Muito disso se deve a forma como o brasileiro consome produções internacionais no Brasil. Do .rmvb legendado até o famoso torrent, o costume é baixar ou dividir contas de streaming para evitar pagar o “preço cheio”. Para alguns, isso é normal. Mas, para as empresas, pode significar um grande problema comercial.
Porém, em 2017, um ano antes, a Netflix molhava seus pés entre os coreanos. Man to Man, da emissora JTBC, foi o primeiro disponibilizado pelo streaming em seu catálogo. Assim como My Only Love Song, a primeira de conteúdo original.

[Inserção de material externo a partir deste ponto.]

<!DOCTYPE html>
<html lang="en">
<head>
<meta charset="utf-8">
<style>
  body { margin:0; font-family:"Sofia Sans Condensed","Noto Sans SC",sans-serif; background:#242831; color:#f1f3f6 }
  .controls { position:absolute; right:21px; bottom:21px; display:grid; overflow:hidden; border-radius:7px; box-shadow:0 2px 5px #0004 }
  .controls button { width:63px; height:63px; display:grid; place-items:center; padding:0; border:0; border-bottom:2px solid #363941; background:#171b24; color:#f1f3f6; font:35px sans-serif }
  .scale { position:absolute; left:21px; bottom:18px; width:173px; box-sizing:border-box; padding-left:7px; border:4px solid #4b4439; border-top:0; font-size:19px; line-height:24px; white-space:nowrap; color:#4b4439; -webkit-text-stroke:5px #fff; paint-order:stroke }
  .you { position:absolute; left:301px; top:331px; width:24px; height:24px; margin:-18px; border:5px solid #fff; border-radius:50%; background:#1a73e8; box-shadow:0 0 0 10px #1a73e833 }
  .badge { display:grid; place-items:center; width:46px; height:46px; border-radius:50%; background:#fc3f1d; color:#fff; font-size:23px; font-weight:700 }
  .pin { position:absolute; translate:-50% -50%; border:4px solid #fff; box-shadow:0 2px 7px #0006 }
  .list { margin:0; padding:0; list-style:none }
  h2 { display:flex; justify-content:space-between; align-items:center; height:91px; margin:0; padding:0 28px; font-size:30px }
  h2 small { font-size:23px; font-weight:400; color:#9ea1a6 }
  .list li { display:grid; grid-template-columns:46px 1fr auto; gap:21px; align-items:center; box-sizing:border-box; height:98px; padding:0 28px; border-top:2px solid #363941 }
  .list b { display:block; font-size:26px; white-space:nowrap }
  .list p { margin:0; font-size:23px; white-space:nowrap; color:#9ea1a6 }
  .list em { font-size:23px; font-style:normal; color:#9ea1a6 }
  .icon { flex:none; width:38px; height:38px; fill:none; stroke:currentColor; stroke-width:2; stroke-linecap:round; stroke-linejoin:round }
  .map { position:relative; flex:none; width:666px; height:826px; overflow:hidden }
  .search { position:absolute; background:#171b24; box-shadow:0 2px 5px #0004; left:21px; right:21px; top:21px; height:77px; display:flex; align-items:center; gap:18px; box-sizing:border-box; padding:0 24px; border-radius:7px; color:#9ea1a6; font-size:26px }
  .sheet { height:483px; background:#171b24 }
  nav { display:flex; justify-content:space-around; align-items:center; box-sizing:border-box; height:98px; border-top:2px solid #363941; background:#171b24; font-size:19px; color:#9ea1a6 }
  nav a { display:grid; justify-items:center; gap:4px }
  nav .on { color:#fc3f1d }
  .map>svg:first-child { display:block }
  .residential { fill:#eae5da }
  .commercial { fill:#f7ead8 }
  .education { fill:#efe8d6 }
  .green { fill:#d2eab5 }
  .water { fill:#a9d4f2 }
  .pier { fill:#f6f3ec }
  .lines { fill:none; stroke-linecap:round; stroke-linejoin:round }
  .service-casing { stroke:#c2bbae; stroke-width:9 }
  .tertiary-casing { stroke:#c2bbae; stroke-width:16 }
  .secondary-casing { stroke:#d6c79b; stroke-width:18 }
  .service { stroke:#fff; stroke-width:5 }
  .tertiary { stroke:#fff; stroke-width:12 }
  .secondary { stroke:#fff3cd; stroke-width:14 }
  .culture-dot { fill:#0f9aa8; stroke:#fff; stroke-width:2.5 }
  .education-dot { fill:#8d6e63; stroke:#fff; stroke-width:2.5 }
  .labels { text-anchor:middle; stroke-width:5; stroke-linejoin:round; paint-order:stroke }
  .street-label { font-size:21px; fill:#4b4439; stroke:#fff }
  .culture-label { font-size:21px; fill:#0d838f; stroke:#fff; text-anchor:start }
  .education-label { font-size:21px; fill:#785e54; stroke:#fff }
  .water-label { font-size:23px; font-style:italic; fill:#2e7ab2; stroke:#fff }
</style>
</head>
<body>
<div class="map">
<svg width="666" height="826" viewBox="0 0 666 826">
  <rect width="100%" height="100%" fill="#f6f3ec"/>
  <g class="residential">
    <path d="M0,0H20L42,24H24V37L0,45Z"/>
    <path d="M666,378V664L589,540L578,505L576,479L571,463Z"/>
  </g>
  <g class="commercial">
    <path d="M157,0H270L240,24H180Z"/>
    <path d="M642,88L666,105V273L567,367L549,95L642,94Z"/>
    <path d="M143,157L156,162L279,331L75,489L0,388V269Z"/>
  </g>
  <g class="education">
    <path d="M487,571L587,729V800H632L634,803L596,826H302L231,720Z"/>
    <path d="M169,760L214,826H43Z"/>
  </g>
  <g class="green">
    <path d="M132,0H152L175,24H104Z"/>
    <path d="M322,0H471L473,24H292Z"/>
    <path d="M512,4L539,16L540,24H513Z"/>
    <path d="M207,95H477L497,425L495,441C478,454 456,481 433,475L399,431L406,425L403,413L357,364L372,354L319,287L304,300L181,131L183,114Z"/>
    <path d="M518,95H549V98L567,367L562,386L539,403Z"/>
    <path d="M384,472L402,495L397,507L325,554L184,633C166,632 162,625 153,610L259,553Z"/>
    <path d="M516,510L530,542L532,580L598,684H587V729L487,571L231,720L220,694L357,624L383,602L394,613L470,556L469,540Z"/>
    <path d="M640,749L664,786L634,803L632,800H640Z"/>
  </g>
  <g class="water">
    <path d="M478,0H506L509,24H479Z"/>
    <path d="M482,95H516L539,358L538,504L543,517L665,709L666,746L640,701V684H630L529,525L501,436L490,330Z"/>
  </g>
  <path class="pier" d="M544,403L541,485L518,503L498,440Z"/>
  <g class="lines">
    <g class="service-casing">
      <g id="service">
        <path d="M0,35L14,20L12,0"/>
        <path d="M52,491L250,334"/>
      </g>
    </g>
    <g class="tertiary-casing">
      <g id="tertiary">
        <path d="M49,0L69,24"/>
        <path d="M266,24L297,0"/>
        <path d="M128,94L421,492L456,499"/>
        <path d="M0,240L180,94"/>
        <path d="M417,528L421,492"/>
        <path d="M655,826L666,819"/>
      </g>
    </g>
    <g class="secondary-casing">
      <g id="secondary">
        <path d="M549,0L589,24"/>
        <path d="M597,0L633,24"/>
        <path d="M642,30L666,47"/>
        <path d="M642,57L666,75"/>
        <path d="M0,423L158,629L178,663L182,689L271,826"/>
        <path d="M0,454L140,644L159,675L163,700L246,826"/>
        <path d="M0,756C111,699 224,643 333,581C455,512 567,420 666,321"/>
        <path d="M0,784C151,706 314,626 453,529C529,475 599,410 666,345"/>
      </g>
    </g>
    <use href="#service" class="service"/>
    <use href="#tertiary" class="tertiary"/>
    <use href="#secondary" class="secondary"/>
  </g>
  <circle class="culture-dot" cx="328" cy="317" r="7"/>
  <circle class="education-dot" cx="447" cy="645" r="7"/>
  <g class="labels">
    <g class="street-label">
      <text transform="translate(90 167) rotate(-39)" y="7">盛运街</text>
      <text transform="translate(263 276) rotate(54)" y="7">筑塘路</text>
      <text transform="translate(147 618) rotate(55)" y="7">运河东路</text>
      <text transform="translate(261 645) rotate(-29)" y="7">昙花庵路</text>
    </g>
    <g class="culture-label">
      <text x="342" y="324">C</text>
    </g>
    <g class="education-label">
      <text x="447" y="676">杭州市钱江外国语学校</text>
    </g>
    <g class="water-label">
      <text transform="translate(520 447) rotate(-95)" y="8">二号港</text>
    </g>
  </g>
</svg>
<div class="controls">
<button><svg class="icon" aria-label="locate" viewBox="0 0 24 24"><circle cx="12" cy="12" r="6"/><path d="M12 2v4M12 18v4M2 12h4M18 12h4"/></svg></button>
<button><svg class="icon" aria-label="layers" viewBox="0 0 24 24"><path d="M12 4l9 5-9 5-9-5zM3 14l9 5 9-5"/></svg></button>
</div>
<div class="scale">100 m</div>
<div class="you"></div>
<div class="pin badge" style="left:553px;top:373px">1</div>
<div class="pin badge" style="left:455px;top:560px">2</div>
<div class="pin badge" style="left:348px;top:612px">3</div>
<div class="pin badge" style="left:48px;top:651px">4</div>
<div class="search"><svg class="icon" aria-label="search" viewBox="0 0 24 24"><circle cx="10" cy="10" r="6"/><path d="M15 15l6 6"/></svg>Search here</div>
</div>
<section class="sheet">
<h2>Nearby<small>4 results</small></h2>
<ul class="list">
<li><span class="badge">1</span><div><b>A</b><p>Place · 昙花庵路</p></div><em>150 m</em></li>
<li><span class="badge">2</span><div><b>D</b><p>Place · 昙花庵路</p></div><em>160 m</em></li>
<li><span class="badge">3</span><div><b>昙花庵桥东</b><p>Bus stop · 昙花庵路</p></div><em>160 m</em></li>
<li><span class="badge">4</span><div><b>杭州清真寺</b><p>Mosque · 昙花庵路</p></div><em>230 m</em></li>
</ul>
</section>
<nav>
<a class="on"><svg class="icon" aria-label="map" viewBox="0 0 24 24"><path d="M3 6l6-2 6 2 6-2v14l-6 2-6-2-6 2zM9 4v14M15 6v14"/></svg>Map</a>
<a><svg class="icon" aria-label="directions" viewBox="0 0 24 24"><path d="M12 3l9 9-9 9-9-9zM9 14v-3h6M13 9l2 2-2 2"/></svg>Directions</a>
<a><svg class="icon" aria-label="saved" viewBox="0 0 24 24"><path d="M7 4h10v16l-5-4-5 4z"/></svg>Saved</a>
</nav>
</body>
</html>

De um ou outro “gato pingado” até a enxurrada de conteúdo que vemos hoje, levou muito tempo para que dorameiros se sentissem, no mínimo, satisfeitos em largar a pirataria e partir para conteúdo oficial. Por outro lado, ainda existe um grande caminho para que público e empresa consigam entrar em equilíbrio quando o assunto é produções coreanas.
“Eu trabalho como creator, mas também como produtora. Então eu negocio muitas das coisas que acontecem por trás. O que eu posso dizer é que existem empresas que querem se envolver com k-pop, k-drama ou cultura coreana no geral, receber o engajamento do fandom, mas sem investir adequadamente. Não é uma produção barata. Tudo que vem da Coréia do Sul – e eles sabem por que valorizam a própria cultura, depois de anos sofrendo com o imperialismo, guerra – demanda um grande investimento”, disse Érica Imenes, creator presente no painel da CCXP22.

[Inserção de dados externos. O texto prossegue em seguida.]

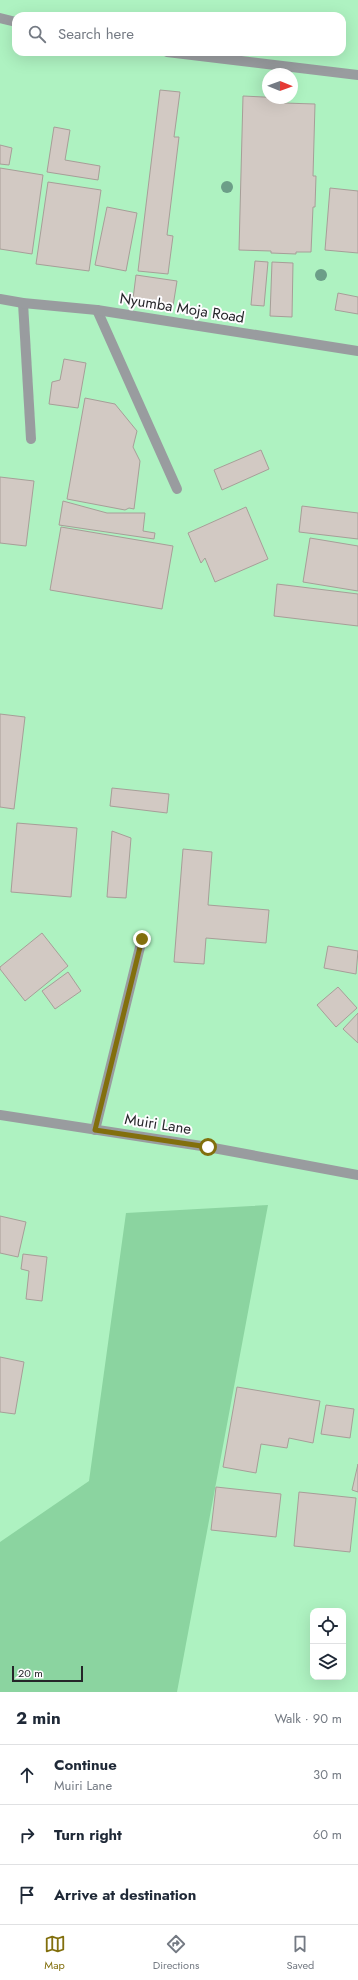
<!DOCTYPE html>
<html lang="en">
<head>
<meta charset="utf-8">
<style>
  body { margin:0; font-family:Jost,sans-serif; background:#f2f2f3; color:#1f2937 }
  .controls { position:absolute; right:12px; bottom:12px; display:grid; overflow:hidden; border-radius:8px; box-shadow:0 4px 16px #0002 }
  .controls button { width:36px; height:36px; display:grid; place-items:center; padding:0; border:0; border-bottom:1px solid #e0e1e3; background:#fff; color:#1f2937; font:20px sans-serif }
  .compass { position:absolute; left:262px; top:68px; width:36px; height:36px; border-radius:50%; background:#fff; box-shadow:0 4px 16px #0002; rotate:91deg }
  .scale { position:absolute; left:12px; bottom:10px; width:71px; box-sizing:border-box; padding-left:4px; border:2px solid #252529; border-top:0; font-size:11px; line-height:14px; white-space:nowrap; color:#252529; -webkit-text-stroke:3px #fdfcfe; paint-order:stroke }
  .stop { position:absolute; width:12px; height:12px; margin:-9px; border:3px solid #826f0d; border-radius:50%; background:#fff }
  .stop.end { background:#826f0d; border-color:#fff; box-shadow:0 1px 4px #0008 }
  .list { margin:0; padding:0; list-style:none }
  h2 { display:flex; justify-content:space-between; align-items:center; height:52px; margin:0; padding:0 16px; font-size:17px }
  h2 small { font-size:13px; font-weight:400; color:#747a83 }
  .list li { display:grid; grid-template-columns:26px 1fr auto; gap:12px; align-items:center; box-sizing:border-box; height:60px; padding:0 16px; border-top:1px solid #e0e1e3 }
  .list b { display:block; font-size:15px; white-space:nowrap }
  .list p { margin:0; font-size:13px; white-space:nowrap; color:#747a83 }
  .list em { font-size:13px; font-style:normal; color:#747a83 }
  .icon { flex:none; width:22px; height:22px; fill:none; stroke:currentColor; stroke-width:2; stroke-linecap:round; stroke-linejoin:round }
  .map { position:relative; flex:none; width:358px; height:1692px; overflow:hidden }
  .search { position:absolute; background:#fff; box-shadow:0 4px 16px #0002; left:12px; right:12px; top:12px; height:44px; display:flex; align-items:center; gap:10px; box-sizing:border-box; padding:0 14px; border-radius:12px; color:#747a83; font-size:15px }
  .sheet { height:232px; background:#fff }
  nav { display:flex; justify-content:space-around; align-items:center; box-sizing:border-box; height:56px; border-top:1px solid #e0e1e3; background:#fff; font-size:11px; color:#747a83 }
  nav a { display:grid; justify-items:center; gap:2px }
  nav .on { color:#826f0d }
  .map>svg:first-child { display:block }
  .green { fill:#aef2c1; fill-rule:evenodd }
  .forest { fill:#8bd4a0 }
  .building { fill:#d2c9c3; stroke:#a79e98 }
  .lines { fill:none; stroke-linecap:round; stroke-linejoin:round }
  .service { stroke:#999c9f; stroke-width:10 }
  .minor { stroke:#999c9f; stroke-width:10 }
  .tree { fill:#6c9e88 }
  .route { stroke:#826f0d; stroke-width:5 }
  .labels { text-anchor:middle; stroke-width:4; stroke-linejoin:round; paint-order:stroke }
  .street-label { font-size:15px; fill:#252529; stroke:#fdfcfe }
</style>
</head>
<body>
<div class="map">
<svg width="358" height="1692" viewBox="0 0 358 1692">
  <rect width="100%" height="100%" fill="#efeef8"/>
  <path class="green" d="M0 0H358V1692H0ZM16 16H342V52H16ZM268 74H292V98H268ZM313 1611H343V1677H313Z"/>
  <polygon class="forest" points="268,1205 177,1692 0,1692 0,1542 89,1481 126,1213"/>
  <g class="building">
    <polygon points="160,90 180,92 174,137 179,137 167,235 173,236 168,274 138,271"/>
    <polygon points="243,96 284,98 284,103 315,104 313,176 316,176 315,207 313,207 311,252 296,252 296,254 271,253 271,251 239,250"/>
    <polygon points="54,127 70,130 65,160 100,166 98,180 47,172"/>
    <polygon points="0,145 12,148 9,165 0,164"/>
    <polygon points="0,168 43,175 32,254 0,249"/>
    <polygon points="48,182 101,190 89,271 36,264"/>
    <polygon points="330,188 358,191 358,253 325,250"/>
    <polygon points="107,207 137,213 126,271 95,265"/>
    <polygon points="255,261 268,262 264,306 251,305"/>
    <polygon points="272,262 293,263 292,317 270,316"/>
    <polygon points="136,275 177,281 173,306 133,299"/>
    <polygon points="338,293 358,297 358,314 335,310"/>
    <polygon points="64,359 86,363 78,408 49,404 52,382 60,380"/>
    <polygon points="85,398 115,404 137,431 133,447 140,461 134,509 129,508 125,510 67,499"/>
    <polygon points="261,450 269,469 222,490 214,470"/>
    <polygon points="0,477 34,481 26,546 0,543"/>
    <polygon points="63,501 107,513 145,513 143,531 155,533 154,539 59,525"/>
    <polygon points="302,506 358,513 358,539 299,532"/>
    <polygon points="246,507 268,559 215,582 205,558 201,563 188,533"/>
    <polygon points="61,527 173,546 162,609 50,590"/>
    <polygon points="310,538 358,546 358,591 303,582"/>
    <polygon points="277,584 358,594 358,626 274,616"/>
    <polygon points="0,714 25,717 14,809 0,807"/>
    <polygon points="112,788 169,794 167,813 110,806"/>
    <polygon points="17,823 77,828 71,897 11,892"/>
    <polygon points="112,831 131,838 126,898 107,897"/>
    <polygon points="183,849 212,852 208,905 269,910 266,943 206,938 204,964 174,962"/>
    <polygon points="42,933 68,966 25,1001 0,969 0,967"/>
    <polygon points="328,946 358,951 356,974 324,968"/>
    <polygon points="68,972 81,991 55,1009 42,991"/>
    <polygon points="338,987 357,1008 336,1027 317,1005"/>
    <polygon points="358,1013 358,1043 343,1029"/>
    <polygon points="0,1216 26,1222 18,1257 0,1253"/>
    <polygon points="23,1254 47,1257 42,1301 26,1299 29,1271 21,1269"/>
    <polygon points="0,1357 24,1362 15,1414 0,1412"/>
    <polygon points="237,1387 320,1401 313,1443 289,1438 287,1448 261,1444 256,1473 223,1467"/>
    <polygon points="326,1405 354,1409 350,1438 321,1434"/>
    <polygon points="358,1464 358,1492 352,1490"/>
    <polygon points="216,1487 281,1494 276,1537 211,1530"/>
    <polygon points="299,1492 356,1498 350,1552 294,1546"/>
  </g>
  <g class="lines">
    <g class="service">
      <polyline points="0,18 16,22"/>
      <polyline points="167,52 358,75"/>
      <polyline points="23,303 31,439"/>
      <polyline points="97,310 177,489"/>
    </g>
    <g class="minor">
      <polyline points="0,299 23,303 97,310 358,351"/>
      <polyline points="0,1115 208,1147 358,1175"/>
      <polyline points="95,1130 142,939"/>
    </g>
  </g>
  <g class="tree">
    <circle cx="227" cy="187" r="6"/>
    <circle cx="321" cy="275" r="6"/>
  </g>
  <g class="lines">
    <polyline class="route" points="142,939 95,1130 208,1147"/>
  </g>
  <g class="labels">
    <g class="street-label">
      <text transform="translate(182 308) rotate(9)" y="5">Nyumba Moja Road</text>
      <text transform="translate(158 1124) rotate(9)" y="5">Muiri Lane</text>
    </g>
  </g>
</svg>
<div class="controls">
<button><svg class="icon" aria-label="locate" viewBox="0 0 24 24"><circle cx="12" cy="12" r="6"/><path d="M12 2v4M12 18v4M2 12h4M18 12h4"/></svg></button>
<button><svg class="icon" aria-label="layers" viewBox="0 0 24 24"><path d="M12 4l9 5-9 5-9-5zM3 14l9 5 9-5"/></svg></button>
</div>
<svg class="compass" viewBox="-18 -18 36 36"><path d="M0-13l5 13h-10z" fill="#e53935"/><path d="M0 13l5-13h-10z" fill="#747a83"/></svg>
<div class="scale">20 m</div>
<div class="stop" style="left:208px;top:1147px"></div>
<div class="stop end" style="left:142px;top:939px"></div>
<div class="search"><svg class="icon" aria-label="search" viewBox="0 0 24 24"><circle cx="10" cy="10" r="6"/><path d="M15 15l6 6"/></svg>Search here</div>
</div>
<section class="sheet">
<h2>2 min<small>Walk · 90 m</small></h2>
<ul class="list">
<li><svg class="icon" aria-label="ahead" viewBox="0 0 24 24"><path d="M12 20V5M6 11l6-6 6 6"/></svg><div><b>Continue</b><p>Muiri Lane</p></div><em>30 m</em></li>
<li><svg class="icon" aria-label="right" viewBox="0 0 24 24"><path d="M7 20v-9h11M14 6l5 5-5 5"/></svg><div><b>Turn right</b></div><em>60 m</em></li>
<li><svg class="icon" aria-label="arrive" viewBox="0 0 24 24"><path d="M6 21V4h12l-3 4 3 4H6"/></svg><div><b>Arrive at destination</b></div></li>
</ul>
</section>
<nav>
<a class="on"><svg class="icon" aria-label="map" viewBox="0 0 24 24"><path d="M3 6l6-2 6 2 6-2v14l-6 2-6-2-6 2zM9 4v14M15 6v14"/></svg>Map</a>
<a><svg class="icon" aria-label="directions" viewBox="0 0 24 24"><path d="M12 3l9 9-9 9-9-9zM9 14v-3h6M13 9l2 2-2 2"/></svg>Directions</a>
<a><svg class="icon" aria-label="saved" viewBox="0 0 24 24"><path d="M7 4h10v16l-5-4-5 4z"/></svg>Saved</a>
</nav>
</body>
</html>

Mas, entre investimento, público e produções coreanas, como Round 6, Profecia do Inferno, Vincenzo, All of Us Are Dead se tornaram sucessos instantâneos. E, para as creators do painel, a resposta para isso também é uma pergunta: “Por que não?” Com um olhar diferenciado por trás e a frente das câmeras, os doramas apresentam ao público um mundo narrativo distinto da hegemonia americana.
Por que não?
Muito mais do que entender o porquê do sucesso dos k-dramas e do k-pop, é necessário compreender que “quando falamos em uma pessoa que pensou ativamente na produção de uma série, é óbvio que parte do que é feito segue uma postura mercadológica”, explicou Érica.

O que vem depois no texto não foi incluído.